I, too, desperately want to be remembered. But I also want peace. I wrestle with this conflict sitting in the shallow water of the inflatable pool my girlfriend convinced us to buy one summer. Across from me sits our friend Julia. She just asked me: if you could be wildly, stressfully famous tomorrow, would you? I’m a little stumped. There are 27 different versions of me in my mind who are screaming, “YES!” And yet there’s one more version in there, quietly shaking her head. I’m trying to ignore her. I take a deep breath and there’s a lump in my throat but I say, “I wouldn’t.” Well, shit. It smells like sunscreen in the good way and I’m being congratulated for my smart decision-making, but my heart sinks. Am I less ambitious than the women who answered yes? If I don’t want fame, does that mean I don’t want success, either? And if I don’t want either of those things, will I be forgotten?

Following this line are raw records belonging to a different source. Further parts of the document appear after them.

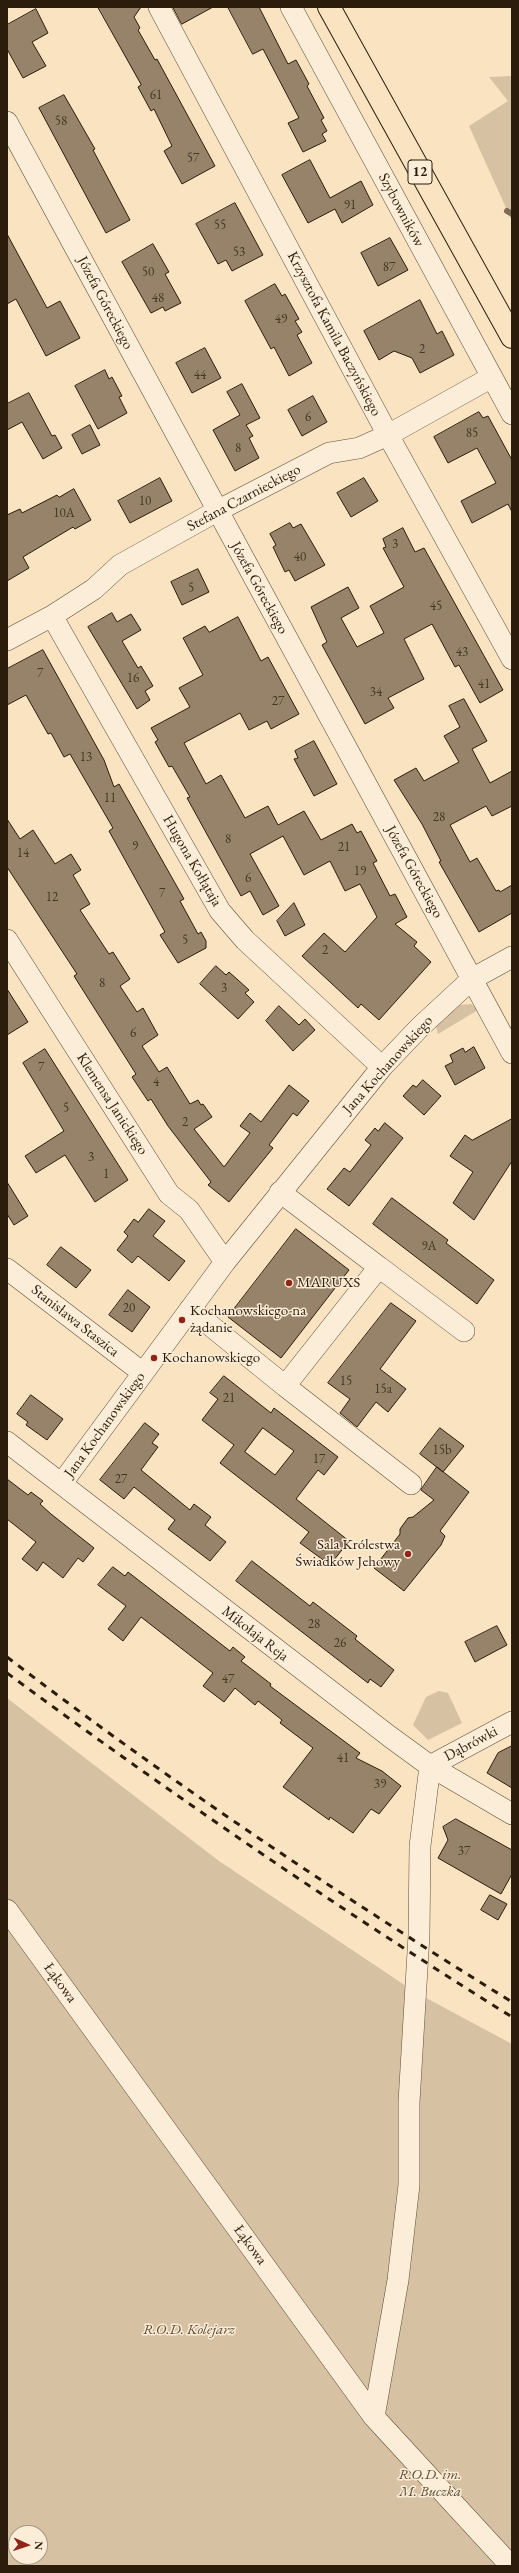 <!DOCTYPE html>
<meta charset="utf-8">
<style>
body{margin:0}
#map{position:relative;width:519px;height:2573px;overflow:hidden;background:#f9e3c1;font-family:"EB Garamond",serif}
canvas{display:block}
.frame{position:absolute;inset:0;border:8px solid #2b1c0b;pointer-events:none}
.north{position:absolute;left:8px;top:2525px;width:40px;height:40px;box-sizing:border-box;background:#fbedd7;border:1px solid #a89985;border-radius:50%;rotate:93deg;font-size:11px;font-weight:700;line-height:16px;text-align:center;color:#2b1c0b}
.north::after{content:'';display:block;margin:auto;width:14px;height:18px;background:#8f2418;clip-path:polygon(50% 0,100% 100%,50% 72%,0 100%)}
</style>
<div id="map">
<canvas width="519" height="2573"></canvas>
<div class="frame"></div>
<div class="north">N</div>
</div>
<script>
const ctx = document.querySelector('canvas').getContext('2d');
ctx.lineJoin = 'round';
function fillPath(path, color) {
  ctx.fillStyle = color;
  ctx.fill(path, 'evenodd');
}
function trace(path, color, width, dash) {
  ctx.strokeStyle = color;
  ctx.lineWidth = width;
  ctx.lineCap = dash ? 'butt' : 'round';
  ctx.setLineDash(dash || []);
  ctx.stroke(path);
}
function label(font, color, halo, rows, align = 'center') {
  ctx.font = font + ' "EB Garamond",serif';
  ctx.lineWidth = 3;
  ctx.setLineDash([]);
  ctx.textBaseline = 'middle';
  ctx.strokeStyle = halo;
  ctx.fillStyle = color;
  for (const [text, x, y, turn = 0] of rows) {
    ctx.save();
    ctx.translate(x, y);
    ctx.rotate((+turn || 0) * Math.PI / 180);
    ctx.textAlign = isNaN(turn) ? turn : align;
    if (halo) ctx.strokeText(text, 0, 0);
    ctx.fillText(text, 0, 0);
    ctx.restore();
  }
}
const green = new Path2D(`
 M512,76V221L469,126L508,101L489,77Z
 M471,1004L478,1010L438,1034L436,1026L459,1005Z
 M439,1691L448,1693L462,1723L428,1740L413,1725L426,1697Z
 M7,1698L219,1861L415,1992L512,2044V2566H7ZM16,2533H40V2557H16Z`);
const stream = new Path2D(`
 M507,211L512,214`);
const building = new Path2D(`
 M98,7H141L134,17L140,28L138,30L155,60L157,59L215,166L182,184L164,151L172,146L154,109L151,111L138,87L141,85Z
 M173,7H213L182,24Z
 M228,7H259L288,64L296,60L309,84L307,86L324,118L321,120L327,131L322,134L326,141L303,152L288,123L299,118L263,49L253,54Z
 M36,9L48,33L32,42L46,66L23,78L7,49V25Z
 M64,95L95,149L93,150L130,220L106,233L39,108Z
 M310,160L330,198L361,181L373,205L342,223L335,209L308,223L282,175Z
 M235,203L263,255L232,271L226,260L218,264L196,224Z
 M7,234L47,308L60,301L80,338L46,356L16,299L7,304Z
 M390,238L408,270L378,286L361,253Z
 M153,244L169,272L165,274L181,303L165,311L163,307L151,313L122,262Z
 M275,284L282,296L285,294L299,319L295,321L302,332L297,335L312,363L289,376L274,347L271,349L245,301Z
 M420,300L437,334L442,331L454,355L420,373L412,358L394,351L379,360L364,331Z
 M205,348L221,378L192,393L176,363Z
 M105,370L109,379L112,377L122,396L119,397L127,413L98,429L75,386Z
 M242,384L260,418L246,425L253,436L249,438L259,458L235,471L213,430L240,415L227,392Z
 M29,393L52,436L55,435L62,448L43,459L22,422L7,430V404Z
 M313,396L327,422L302,436L288,410Z
 M479,412L483,418L488,416L512,460V512L508,504L472,523L461,501L496,483L477,448L448,463L434,437Z
 M90,425L100,445L82,454L72,435Z
 M160,478L172,501L130,523L118,501Z
 M364,478L378,501L351,517L337,493Z
 M74,489L91,520L75,529L73,527L23,557L29,568L7,581V515L20,509L22,513L57,495L59,497Z
 M290,523L293,528L301,524L325,565L295,581L289,570L285,572L273,547L276,545L270,534Z
 M403,528L415,552L424,548L503,690L480,703L459,665L455,667L432,624L404,639L424,679L388,698L394,708L365,724L322,645L327,642L311,607L348,587L359,608L341,618L357,647L384,633L370,606L404,587L383,548L386,547L383,539Z
 M198,569L209,592L182,605L171,582Z
 M112,613L117,622L131,614L141,630L122,641L138,668L141,666L153,686L145,691L150,700L137,709L88,627Z
 M238,617L261,661L268,657L299,714L271,729L267,721L249,730L240,713L184,743L206,784L221,775L245,818L268,806L278,825L304,811L321,840L352,824L357,833L361,831L377,861L373,863L390,896L395,894L407,917L395,924L417,942L414,946L431,962L379,1020L361,1004L358,1008L302,956L324,933L345,952L377,917L360,884L345,891L330,861L304,875L283,836L250,854L279,906L263,915L250,891L241,896L187,798L190,797L172,766L169,767L155,742L158,740L151,728L190,707L179,688L203,675L183,638L205,626L209,632Z
 M43,650L104,760L114,787L119,784L184,899L180,901L198,934L201,932L206,941V948L178,963L160,935L165,932L109,831L113,828L70,754L64,757L51,733L48,734L26,695L7,705V669Z
 M464,699L487,741L472,749L490,783L512,771V806L492,816L486,806L450,825L470,862L477,858L496,891L499,890L500,892L512,885V913L479,932L439,862L441,861L422,824L394,780L416,768L424,781L459,762L444,736L460,727L449,706Z
 M314,741L337,784L314,796L294,759L298,758L295,751Z
 M7,819L20,839L33,830L55,864L71,854L81,870L73,875L90,904L80,910L109,954L113,952L130,979L120,986L137,1012L143,1008L158,1035L142,1046L159,1072L167,1067L190,1104L198,1100L201,1105L203,1104L212,1117L194,1129L224,1167L250,1133L240,1126L250,1113L261,1122L289,1085L309,1101L297,1116L293,1113L269,1145L273,1148L229,1202L208,1185L211,1182L168,1126L151,1099L148,1101L132,1077L136,1074L74,976L77,974L7,867Z
 M294,903L305,925L285,936L277,921Z
 M216,966L226,975L229,972L238,980L249,990L245,993L254,1002L238,1019L200,984Z
 M7,989L28,1022L7,1035Z
 M279,1006L299,1025L305,1019L315,1030L293,1051L266,1021Z
 M474,1047L485,1068L455,1085L445,1066L453,1062L450,1055L463,1048L465,1052Z
 M45,1049L128,1180L95,1202L65,1155L36,1173L25,1156L64,1131L23,1063Z
 M423,1080L441,1096L424,1115L403,1096L413,1085L416,1087Z
 M512,1119V1161L474,1220L453,1203L473,1172L450,1156L465,1135L472,1140Z
 M385,1123L403,1138L349,1206L327,1189L344,1168L350,1172L371,1145L365,1140L375,1128L378,1131Z
 M7,1182L28,1216L14,1225L7,1214Z
 M392,1198L448,1240L446,1243L494,1280L477,1304L373,1224Z
 M149,1209L165,1221L153,1236L185,1261L169,1281L138,1256L132,1263L117,1250L128,1236L124,1232L134,1219L138,1222Z
 M296,1229L349,1270L281,1358L228,1317Z
 M61,1247L91,1270L76,1288L47,1265Z
 M128,1290L150,1307L132,1332L109,1315Z
 M391,1303L416,1321L380,1369L406,1389L388,1412L376,1402L357,1427L340,1413L350,1399L328,1383Z
 M224,1376L271,1413L274,1408L338,1457L324,1475L318,1470L296,1499L349,1541L330,1565L300,1543L309,1532L220,1463L234,1445L202,1420L218,1399L210,1393ZM263,1428L294,1451L275,1475L245,1452Z
 M31,1395L63,1419L47,1440L26,1425L28,1422L17,1414Z
 M145,1423L159,1434L152,1443L158,1447L141,1470L190,1510L194,1504L211,1517L205,1525L226,1542L210,1561L168,1529L175,1520L134,1487L124,1499L100,1480Z
 M440,1428L464,1446L443,1472L420,1454Z
 M437,1467L469,1492L440,1531L445,1536L441,1545L404,1591L374,1568L400,1534V1529L408,1518L413,1517L434,1500L421,1490Z
 M7,1479L28,1495L31,1492L43,1501L40,1504L51,1514L94,1548L83,1562L78,1558L63,1578L43,1562L37,1571L22,1559L36,1542L7,1519Z
 M252,1561L310,1606L313,1602L357,1636L355,1639L394,1670L381,1687L370,1679L368,1683L236,1581Z
 M113,1567L125,1576L128,1572L230,1651L233,1647L245,1657L241,1661L271,1684L270,1686L360,1753L356,1758L382,1771L401,1786L379,1814L371,1809L353,1833L330,1817L329,1820L283,1787L313,1748L280,1723L282,1720L258,1701L255,1705L235,1688L224,1702L203,1686L213,1673L141,1617L123,1641L108,1629L126,1606L98,1585Z
 M497,1626L507,1645L475,1662L465,1642Z
 M512,1746V1788L487,1773L498,1753Z
 M456,1819L512,1850V1874L501,1894L438,1858L448,1840L443,1827Z
 M490,1895L507,1904L498,1920L481,1910Z`);
const minor = new Path2D(`
 M159,7L388,435L512,659
 M291,7L512,414
 M7,122L512,1053
 M52,616L220,911L245,940L382,1067
 M7,640L52,616L94,589L120,565L217,511L329,453L359,448L388,435L492,377
 M7,940L169,1194L189,1210L225,1262
 M379,1267L464,1331
 M7,1269L143,1373
 M190,1309L285,1386L379,1267L280,1192
 M285,1386L411,1484
 M7,1442L389,1736L430,1766L512,1814
 M62,1483L225,1262L382,1067L420,1027L472,979L512,957
 M7,1910L374,2417L511,2566
 M374,2417L398,2280L409,2185V2102L419,1935L420,1846L430,1766L512,1722`);
const major = new Path2D(`
 M329,7L512,337`);
const rail = new Path2D(`
 M7,1657C169,1781 339,1895 512,2002
 M7,1673C171,1794 339,1909 512,2017`);
const markers = [
 [289,1283,4,"#8f2418"],
 [182,1320,4,"#8f2418"],
 [154,1358,4,"#8f2418"],
 [408,1554,4,"#8f2418"]
];
const numberNames = [
 ["61",156,95],
 ["58",61,121],
 ["57",193,158],
 ["91",350,205],
 ["55",220,225],
 ["53",239,252],
 ["87",389,267],
 ["50",148,272],
 ["48",158,298],
 ["49",281,319],
 ["2",422,349],
 ["44",200,375],
 ["6",308,417],
 ["85",472,433],
 ["8",238,448],
 ["10",145,501],
 ["10A",64,513],
 ["3",395,544],
 ["40",300,557],
 ["5",191,588],
 ["45",436,606],
 ["43",462,652],
 ["7",40,673],
 ["16",133,678],
 ["41",484,684],
 ["34",376,692],
 ["27",278,701],
 ["13",86,757],
 ["11",110,798],
 ["28",439,817],
 ["8",228,839],
 ["9",135,846],
 ["21",344,847],
 ["14",23,853],
 ["19",360,871],
 ["6",248,878],
 ["7",162,893],
 ["12",52,897],
 ["5",185,940],
 ["2",325,950],
 ["8",102,983],
 ["3",224,988],
 ["6",133,1033],
 ["7",41,1067],
 ["4",156,1082],
 ["5",66,1108],
 ["2",185,1122],
 ["3",91,1157],
 ["1",106,1174],
 ["9A",429,1246],
 ["20",129,1308],
 ["15",346,1381],
 ["15a",383,1389],
 ["21",229,1398],
 ["15b",442,1450],
 ["17",319,1459],
 ["27",121,1479],
 ["28",314,1624],
 ["26",340,1643],
 ["47",228,1679],
 ["41",343,1758],
 ["39",380,1784],
 ["37",464,1851]
];
const shields = [
 [420,172,24]
];
const shieldNames = [
 ["12",420,172]
];
const streetNames = [
 ["Szybowników",401,210,62],
 ["Józefa Góreckiego",105,303,62],
 ["Krzysztofa Kamila Baczyńskiego",334,334,62],
 ["Stefana Czarnieckiego",244,498,-28],
 ["Józefa Góreckiego",259,588,61],
 ["Hugona Kołłątaja",192,861,60],
 ["Józefa Góreckiego",414,872,61],
 ["Jana Kochanowskiego",388,1065,-48],
 ["Klemensa Janickiego",112,1104,57],
 ["Stanisława Staszica",75,1321,38],
 ["Jana Kochanowskiego",105,1425,-54],
 ["Mikołaja Reja",255,1634,38],
 ["Dąbrówki",471,1744,-28],
 ["Łąkowa",60,1983,54],
 ["Łąkowa",250,2245,54]
];
const poiNames = [
 ["MARUXS",297,1283],
 ["Kochanowskiego-na",190,1311],
 ["żądanie",190,1328],
 ["Kochanowskiego",162,1358],
 ["Sala Królestwa",400,1545,"right"],
 ["Świadków Jehowy",400,1562,"right"]
];
const parkNames = [
 ["R.O.D. Kolejarz",189,2330],
 ["R.O.D. im.",430,2475],
 ["M. Buczka",430,2492]
];
fillPath(green, '#d6c1a2');
trace(stream, '#7d6b53', 6);
fillPath(building, '#96836a');
trace(building, '#2b1c0b', 1);
trace(minor, '#5e4e38', 22);
trace(major, '#2b1c0b', 24);
trace(minor, '#fbedd7', 21);
trace(major, '#f9e3c1', 22);
trace(rail, '#2b1c0b', 3, [7, 7]);
for (const [x, y, r, color] of markers) {
  const dot = new Path2D();
  dot.arc(x, y, r, 0, 2 * Math.PI);
  ctx.fillStyle = color;
  ctx.fill(dot);
  trace(dot, '#fbedd7', 1.5);
}
label('13px', '#463623', null, numberNames);
for (const [x, y, w] of shields) {
  const box = new Path2D();
  box.roundRect(x - w / 2, y - 12, w, 24, 3);
  ctx.fillStyle = '#fbedd7';
  ctx.fill(box);
  trace(box, '#2b1c0b', 1);
}
label('bold 14px', '#2b1c0b', null, shieldNames);
label('15px', '#2b1c0b', '#fbedd7', streetNames);
label('15px', '#2b1c0b', '#fbedd7', poiNames, 'left');
label('italic 15px', '#5e4e38', '#fbedd7', parkNames);
</script>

In my first read and favorite kept poem of his, “Carly Rae Jepsen - E•MO•TION”, Hanif promises, “I will love those who no one else thinks to remember.” Maybe this is my religion now. To grant love as immortality where it’s otherwise been shadowed. To be a good neighbor, friend, and comrade. That could be enough for me. I’m halfway daydreaming about life as a lavender farmer as I listen to his Wild Card episode, when Rachel asks, “Are you comfortable with being forgotten?” After the initial shock of the question settles, Hanif says yes. Although he goes on to explain that, if anything, he strives to be remembered for more than his work. I think that’s really beautiful, and valuable. And you know what else I think? Easy for you to say.

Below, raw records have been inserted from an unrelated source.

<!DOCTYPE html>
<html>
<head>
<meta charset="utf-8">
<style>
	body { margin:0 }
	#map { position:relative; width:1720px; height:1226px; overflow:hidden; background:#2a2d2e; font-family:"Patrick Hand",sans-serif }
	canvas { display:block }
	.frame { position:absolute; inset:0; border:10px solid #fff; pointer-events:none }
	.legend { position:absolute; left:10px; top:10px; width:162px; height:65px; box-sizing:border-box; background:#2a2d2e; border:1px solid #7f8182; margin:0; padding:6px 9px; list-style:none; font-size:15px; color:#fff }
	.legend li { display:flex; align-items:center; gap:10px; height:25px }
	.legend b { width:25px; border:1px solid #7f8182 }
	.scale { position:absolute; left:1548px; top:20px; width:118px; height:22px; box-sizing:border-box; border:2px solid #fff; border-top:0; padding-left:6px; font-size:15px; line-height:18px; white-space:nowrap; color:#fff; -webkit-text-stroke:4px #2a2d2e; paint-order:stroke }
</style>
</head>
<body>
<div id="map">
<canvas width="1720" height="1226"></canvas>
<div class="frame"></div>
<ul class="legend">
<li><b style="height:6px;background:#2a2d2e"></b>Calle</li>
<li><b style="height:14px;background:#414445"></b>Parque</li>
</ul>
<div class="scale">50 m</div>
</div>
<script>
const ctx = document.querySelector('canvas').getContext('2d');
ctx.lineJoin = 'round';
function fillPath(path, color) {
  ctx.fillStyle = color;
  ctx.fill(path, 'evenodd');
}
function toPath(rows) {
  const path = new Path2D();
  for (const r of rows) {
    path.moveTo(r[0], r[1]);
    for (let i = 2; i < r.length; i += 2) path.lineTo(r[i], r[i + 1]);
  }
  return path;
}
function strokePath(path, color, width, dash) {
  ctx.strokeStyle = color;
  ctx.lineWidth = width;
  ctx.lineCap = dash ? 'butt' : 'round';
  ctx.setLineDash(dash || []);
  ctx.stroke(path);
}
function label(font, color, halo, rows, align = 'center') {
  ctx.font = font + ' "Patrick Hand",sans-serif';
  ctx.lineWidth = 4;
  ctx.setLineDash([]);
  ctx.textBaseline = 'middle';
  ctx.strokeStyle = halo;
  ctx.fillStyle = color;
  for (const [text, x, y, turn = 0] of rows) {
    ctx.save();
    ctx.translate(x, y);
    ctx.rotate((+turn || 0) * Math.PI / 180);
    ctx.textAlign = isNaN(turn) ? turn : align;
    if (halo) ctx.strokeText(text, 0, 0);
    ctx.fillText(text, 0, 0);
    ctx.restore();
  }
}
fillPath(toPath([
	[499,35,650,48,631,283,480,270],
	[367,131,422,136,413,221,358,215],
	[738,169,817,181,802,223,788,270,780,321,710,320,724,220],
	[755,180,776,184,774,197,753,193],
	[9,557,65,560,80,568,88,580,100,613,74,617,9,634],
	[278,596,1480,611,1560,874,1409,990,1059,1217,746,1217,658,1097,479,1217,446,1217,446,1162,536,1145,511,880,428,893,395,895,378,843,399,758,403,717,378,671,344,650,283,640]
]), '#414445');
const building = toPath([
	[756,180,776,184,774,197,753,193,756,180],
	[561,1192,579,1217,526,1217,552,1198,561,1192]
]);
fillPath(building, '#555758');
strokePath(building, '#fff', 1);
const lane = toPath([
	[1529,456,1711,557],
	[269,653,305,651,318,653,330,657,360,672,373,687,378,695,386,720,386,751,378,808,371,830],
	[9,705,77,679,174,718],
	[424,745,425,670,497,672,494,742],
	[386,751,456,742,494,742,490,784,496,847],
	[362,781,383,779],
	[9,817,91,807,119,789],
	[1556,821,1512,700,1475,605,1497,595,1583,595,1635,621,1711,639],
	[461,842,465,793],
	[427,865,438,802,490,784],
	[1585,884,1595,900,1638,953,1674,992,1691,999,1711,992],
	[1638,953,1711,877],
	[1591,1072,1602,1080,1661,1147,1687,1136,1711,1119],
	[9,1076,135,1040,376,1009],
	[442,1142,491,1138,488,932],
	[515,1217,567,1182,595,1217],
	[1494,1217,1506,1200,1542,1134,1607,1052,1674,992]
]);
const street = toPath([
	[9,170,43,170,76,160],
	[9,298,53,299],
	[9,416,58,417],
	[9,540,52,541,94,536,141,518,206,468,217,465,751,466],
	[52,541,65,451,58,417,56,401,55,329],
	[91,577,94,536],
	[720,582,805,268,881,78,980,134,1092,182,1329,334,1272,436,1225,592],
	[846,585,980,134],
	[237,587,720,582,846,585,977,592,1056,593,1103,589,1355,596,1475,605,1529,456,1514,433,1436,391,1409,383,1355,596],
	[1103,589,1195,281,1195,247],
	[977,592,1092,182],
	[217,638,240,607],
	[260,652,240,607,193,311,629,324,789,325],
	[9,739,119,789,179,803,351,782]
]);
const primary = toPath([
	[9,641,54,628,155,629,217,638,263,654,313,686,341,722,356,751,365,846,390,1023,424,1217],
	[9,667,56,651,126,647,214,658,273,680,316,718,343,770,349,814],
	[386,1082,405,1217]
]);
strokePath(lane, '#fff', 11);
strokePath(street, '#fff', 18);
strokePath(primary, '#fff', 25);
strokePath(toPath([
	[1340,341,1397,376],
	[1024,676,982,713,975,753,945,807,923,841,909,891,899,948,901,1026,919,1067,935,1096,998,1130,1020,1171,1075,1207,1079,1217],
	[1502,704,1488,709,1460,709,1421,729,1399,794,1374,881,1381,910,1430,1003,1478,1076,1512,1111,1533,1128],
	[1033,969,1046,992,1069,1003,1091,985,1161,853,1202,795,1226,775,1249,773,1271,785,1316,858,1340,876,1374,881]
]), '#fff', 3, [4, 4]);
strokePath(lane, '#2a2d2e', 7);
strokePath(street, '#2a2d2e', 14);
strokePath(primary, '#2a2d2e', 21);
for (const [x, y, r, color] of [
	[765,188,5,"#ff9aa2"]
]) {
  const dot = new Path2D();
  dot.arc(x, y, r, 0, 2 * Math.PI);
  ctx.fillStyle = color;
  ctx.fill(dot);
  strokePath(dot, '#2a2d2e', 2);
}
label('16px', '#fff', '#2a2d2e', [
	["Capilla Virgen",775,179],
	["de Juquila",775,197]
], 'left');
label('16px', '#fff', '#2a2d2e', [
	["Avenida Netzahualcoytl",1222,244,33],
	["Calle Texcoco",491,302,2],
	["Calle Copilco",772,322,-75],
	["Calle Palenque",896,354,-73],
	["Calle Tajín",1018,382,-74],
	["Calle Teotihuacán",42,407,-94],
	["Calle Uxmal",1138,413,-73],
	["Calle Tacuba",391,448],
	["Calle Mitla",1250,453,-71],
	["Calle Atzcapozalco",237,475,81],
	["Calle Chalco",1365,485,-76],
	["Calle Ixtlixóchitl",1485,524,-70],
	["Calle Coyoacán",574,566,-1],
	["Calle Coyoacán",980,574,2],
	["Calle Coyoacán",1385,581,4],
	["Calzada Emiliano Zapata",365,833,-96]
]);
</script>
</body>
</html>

“I want you to miss me,” Sabrina admits on “Don’t Smile.” When I listen to this song I think about all the people I’ve lost and all the people I still get to love, and I agree with her. Sabrina is at her best on Short n’ Sweet when she’s being brutally honest like this. Whether it’s her heartbreak veiled in pettiness about being a rest stop relationship on “Taste”, or it’s the helpless knowing that she’s willing to lie to herself and accept less than she deserves on “Lie To Girls”. These are the experiences you can feel in her voice, reminiscent of her debut album, Emails I Can’t Send. I could do with less of the genre hopping and lustless yet overtly horny lyrics (I’m looking at you, “I’m so fucking horny” Juno bridge) on the new record, but I get it. Sabrina’s a salesman doing the big swing pitch of her career: see me, know me, love me, and never, ever, forget me. Fair play, little miss sunshine Hulu ad for the Skyla IUD.


Today, a good acquaintance I haven’t seen in years sent me the link to a baby blue t-shirt and said it immediately reminded them of me. It was pretty innocuous, but I was so touched. I’m still thinking about it now, hours later. Maybe I don’t have that much to worry about.